Dr Ede, why do you say that meat is essential for warding off depression and anxiety?
Only meat, seafood, and poultry contain every nutrient we need in its proper (most “bioavailable”) form, without the anti-nutrients and defensive toxins commonly found in plant foods. Animal-source foods provide the full complement of micronutrients required for proper development of the human brain during the first thousand days of life as well as for optimal function of the human brain over the lifespan. Some of these critical nutrients, such as iron, zinc, iodine, and choline, are more difficult to obtain from plant foods, while others, such as vitamin B12 and the omega-3 fatty acids DHA and EPA, do not exist in plant foods at all.
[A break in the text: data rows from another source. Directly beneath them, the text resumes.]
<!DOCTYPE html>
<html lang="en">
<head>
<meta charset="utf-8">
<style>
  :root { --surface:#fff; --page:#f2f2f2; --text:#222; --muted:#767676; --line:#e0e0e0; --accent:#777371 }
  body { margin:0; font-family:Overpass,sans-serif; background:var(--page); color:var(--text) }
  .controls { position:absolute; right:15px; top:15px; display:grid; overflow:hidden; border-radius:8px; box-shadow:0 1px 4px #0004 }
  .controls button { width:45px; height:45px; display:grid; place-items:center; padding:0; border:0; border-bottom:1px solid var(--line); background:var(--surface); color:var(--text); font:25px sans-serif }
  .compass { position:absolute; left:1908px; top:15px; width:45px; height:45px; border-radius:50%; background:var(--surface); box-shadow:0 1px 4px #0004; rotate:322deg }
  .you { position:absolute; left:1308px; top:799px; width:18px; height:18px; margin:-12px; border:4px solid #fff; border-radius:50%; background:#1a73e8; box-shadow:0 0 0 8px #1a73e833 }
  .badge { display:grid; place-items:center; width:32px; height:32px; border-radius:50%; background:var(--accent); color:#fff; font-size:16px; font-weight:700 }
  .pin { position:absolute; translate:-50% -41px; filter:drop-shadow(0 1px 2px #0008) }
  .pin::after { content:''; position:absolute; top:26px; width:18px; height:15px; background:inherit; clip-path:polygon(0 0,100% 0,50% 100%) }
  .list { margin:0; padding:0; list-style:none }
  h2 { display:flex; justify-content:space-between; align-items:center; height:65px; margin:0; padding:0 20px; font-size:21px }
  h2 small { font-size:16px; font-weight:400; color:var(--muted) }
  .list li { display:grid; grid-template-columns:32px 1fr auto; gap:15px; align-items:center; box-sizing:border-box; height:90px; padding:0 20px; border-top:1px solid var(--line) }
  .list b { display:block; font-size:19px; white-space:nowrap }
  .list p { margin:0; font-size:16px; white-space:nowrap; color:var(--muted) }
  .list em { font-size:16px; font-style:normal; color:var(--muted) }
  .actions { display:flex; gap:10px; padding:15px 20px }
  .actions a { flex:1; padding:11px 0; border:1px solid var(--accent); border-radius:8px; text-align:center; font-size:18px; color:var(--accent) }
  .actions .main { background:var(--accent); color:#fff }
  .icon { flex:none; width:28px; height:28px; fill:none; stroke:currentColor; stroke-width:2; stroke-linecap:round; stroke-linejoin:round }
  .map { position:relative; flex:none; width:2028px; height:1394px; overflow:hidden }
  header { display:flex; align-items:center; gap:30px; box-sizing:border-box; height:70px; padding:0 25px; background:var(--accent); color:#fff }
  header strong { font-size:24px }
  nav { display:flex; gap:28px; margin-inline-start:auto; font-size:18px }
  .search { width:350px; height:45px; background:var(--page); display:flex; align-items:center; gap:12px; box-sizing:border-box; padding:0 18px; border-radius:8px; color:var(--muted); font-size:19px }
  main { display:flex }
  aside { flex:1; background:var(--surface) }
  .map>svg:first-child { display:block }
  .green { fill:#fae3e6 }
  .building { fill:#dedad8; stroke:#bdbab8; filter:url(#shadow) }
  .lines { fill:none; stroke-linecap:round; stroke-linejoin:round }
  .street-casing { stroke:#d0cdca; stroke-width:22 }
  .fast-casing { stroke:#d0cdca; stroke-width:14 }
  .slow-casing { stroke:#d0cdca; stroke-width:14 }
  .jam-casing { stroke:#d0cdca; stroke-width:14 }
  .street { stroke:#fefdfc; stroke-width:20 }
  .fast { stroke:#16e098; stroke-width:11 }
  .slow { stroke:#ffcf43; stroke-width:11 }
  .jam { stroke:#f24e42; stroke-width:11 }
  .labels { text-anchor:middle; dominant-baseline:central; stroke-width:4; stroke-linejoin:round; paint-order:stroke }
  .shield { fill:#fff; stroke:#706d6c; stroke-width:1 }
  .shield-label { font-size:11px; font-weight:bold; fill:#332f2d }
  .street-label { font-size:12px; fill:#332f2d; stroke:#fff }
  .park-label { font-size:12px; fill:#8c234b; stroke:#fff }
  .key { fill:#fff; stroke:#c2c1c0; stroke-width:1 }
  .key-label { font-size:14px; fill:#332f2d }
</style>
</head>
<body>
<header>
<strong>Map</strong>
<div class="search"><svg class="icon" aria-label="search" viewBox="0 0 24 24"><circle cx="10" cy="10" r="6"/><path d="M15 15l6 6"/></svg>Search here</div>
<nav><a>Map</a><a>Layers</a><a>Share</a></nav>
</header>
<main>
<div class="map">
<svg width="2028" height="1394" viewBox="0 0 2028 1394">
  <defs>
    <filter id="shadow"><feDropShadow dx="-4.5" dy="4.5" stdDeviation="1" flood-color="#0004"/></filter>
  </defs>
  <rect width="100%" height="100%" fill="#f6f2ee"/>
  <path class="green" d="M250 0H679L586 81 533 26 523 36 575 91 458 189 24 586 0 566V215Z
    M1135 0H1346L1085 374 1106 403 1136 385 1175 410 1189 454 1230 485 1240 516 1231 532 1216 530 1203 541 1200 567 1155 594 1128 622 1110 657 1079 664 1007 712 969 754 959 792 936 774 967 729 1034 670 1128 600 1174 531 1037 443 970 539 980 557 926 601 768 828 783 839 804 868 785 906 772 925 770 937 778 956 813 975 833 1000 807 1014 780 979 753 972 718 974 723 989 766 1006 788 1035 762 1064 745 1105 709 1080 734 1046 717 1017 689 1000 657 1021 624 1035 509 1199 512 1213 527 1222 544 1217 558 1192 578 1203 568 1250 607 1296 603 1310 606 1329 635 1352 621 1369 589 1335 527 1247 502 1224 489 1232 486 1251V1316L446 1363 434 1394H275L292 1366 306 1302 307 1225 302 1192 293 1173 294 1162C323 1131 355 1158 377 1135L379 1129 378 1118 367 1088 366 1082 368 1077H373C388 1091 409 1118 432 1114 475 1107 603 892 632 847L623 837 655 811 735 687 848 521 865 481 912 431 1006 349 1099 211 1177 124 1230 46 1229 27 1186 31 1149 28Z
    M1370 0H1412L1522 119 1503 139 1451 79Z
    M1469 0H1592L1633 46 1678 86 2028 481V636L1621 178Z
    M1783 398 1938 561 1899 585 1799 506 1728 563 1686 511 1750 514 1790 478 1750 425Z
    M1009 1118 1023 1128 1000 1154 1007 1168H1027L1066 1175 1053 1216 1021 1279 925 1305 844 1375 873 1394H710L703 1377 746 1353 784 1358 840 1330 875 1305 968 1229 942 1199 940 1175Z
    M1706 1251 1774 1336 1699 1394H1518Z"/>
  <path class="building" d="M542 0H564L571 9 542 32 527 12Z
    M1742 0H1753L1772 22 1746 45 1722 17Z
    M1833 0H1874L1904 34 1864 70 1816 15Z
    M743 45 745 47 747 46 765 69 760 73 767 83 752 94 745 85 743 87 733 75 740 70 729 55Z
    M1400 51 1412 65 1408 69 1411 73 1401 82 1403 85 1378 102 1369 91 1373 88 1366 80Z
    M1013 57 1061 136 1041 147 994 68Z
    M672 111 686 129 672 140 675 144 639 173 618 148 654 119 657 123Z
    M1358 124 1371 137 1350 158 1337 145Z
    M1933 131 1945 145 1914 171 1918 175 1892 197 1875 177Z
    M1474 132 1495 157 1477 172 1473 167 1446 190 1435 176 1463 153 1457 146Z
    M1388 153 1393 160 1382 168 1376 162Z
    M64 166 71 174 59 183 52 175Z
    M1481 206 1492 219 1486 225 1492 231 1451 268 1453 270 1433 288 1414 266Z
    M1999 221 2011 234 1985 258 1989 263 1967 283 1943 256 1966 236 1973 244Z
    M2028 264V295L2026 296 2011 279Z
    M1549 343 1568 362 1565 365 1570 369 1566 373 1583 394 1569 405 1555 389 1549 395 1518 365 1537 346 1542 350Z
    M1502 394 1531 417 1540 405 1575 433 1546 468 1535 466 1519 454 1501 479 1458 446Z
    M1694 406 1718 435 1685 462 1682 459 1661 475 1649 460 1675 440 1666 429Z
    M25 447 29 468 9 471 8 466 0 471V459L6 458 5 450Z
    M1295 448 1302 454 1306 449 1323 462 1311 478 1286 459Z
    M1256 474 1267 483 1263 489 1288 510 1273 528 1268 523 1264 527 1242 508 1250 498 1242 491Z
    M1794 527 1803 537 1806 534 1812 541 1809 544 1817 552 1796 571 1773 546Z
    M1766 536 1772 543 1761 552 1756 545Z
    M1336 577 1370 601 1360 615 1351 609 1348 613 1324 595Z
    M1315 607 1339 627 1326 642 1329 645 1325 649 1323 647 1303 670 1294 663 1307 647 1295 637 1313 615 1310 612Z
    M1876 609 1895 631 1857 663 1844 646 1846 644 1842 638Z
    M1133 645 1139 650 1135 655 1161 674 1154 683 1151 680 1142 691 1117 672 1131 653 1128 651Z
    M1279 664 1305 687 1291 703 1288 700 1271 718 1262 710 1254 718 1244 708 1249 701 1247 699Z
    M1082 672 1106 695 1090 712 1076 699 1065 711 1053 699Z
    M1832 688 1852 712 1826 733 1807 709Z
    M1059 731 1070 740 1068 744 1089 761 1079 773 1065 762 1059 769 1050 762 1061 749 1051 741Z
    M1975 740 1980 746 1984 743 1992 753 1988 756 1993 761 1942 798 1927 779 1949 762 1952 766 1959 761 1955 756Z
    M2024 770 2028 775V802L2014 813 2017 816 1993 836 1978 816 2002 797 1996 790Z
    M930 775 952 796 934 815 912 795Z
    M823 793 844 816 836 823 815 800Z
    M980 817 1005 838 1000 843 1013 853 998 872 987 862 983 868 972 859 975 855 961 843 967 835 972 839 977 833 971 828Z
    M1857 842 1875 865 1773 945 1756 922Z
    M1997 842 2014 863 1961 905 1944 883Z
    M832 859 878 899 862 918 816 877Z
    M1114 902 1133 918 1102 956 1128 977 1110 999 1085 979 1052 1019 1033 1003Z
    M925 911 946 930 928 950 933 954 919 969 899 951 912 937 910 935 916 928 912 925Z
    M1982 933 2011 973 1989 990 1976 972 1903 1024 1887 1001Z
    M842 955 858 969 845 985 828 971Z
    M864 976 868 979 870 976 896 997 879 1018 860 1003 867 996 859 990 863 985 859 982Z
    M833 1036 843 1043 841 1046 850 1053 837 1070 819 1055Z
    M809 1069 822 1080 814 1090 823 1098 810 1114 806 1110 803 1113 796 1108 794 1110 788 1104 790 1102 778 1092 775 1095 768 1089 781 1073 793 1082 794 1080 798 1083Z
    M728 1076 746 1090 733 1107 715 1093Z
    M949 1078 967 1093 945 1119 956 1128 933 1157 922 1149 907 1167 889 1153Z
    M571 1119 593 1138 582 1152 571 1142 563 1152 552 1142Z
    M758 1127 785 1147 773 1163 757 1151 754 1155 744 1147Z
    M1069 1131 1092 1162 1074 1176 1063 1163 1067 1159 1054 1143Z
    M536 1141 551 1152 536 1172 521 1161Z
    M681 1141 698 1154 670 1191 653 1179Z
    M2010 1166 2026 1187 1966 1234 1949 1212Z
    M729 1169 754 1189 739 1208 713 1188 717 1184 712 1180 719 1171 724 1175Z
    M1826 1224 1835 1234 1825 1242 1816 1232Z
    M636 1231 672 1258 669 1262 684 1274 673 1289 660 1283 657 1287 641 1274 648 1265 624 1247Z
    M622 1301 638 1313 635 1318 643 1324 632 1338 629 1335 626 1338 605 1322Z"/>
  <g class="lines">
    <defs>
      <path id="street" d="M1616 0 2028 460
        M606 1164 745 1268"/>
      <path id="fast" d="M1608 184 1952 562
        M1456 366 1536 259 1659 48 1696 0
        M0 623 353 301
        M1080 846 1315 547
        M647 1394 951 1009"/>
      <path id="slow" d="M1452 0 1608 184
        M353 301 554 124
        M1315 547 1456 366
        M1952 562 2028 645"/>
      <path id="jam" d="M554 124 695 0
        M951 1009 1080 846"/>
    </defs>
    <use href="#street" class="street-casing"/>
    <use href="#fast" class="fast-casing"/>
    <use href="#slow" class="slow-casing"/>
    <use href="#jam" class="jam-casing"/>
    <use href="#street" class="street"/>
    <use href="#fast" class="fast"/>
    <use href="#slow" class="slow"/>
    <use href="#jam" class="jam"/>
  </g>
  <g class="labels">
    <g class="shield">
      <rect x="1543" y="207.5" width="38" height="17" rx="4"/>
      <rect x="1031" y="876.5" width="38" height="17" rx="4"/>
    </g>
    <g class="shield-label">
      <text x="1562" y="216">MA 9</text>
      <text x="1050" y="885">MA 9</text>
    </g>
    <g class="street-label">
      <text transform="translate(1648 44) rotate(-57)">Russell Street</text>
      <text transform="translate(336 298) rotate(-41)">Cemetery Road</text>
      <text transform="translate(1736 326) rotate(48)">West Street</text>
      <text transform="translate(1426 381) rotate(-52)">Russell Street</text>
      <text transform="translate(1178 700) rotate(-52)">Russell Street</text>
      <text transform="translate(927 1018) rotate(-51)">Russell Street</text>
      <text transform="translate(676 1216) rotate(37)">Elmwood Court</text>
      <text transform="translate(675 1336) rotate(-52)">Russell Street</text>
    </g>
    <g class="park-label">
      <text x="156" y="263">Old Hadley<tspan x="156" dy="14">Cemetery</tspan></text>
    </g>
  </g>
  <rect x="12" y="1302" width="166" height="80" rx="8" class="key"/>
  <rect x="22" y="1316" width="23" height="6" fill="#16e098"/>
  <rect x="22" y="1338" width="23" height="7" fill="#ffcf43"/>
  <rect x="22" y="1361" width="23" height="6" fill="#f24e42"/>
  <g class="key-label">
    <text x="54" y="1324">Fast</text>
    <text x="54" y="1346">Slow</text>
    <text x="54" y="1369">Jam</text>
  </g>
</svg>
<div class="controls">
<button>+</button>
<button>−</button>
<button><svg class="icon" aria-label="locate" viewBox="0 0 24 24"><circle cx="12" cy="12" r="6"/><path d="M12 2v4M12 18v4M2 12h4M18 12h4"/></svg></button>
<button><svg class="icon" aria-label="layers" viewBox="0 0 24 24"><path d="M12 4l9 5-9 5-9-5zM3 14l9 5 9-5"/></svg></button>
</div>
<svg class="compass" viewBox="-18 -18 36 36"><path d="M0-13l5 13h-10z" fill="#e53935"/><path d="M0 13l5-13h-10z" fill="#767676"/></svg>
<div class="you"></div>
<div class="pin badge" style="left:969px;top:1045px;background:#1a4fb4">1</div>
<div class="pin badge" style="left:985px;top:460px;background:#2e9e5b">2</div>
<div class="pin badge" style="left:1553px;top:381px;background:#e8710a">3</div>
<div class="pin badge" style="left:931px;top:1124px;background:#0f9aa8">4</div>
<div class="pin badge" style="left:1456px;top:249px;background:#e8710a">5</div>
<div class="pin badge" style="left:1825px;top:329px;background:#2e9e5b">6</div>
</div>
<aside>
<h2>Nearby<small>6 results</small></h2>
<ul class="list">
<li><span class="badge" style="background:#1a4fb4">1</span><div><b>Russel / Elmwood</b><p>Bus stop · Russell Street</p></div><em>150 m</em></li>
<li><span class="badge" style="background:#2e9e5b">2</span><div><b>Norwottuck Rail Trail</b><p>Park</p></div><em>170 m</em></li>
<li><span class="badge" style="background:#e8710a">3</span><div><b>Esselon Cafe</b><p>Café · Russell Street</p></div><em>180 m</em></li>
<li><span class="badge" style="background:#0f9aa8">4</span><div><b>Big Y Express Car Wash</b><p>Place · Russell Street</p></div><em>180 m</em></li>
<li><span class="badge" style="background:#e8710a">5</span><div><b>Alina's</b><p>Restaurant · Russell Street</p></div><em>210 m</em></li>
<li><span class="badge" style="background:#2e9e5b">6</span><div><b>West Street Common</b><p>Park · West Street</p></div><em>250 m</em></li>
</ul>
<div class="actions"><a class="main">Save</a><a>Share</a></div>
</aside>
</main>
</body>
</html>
Non-dairy animal-source foods are also incapable of spiking blood glucose and insulin levels to dangerously high levels that can damage brain metabolism and jeopardise brain energy production as we age.
Why do you think that what we often hear about brain-healthy diets is wrong?
We are often told that the way to bolster our brains against dreaded diseases like depression and dementia is to eat more colourful plant “superfoods” rich in powerful antioxidants capable of fighting damaging oxidative stress, but there is no scientific evidence to support these claims. Plant antioxidants work well in plants but most are poorly absorbed by the human body, and those that do find their way into the bloodstream are treated as unwelcome toxins and rapidly eliminated. We are also not told to avoid eating foods that cause excessive oxidative stress in the first place, such as refined carbohydrates and refined seed oils—the signature ingredients of our unhealthy modern industrialised diet.
So, are vegan diets as healthy as some say?
There is certainly no evidence that removing animal foods from the human diet brings any mental or physical health benefits. Unfortunately, researchers interested in “plant-based” diets also change multiple other aspects of the vegan and vegetarian diets they want to study (such as eliminating refined carbohydrates, ultra-processed foods, and added oils) before comparing them to meat-based diets, making it impossible to know whether any potential health benefits observed had anything to do with reducing or eliminating animal-source foods. Conversely, it is well-established that unsupplemented vegan diets pose risks to human health, particularly during the first thousand days of life, when the developing brain is most dependent on large quantities of nutrients only found in animal foods.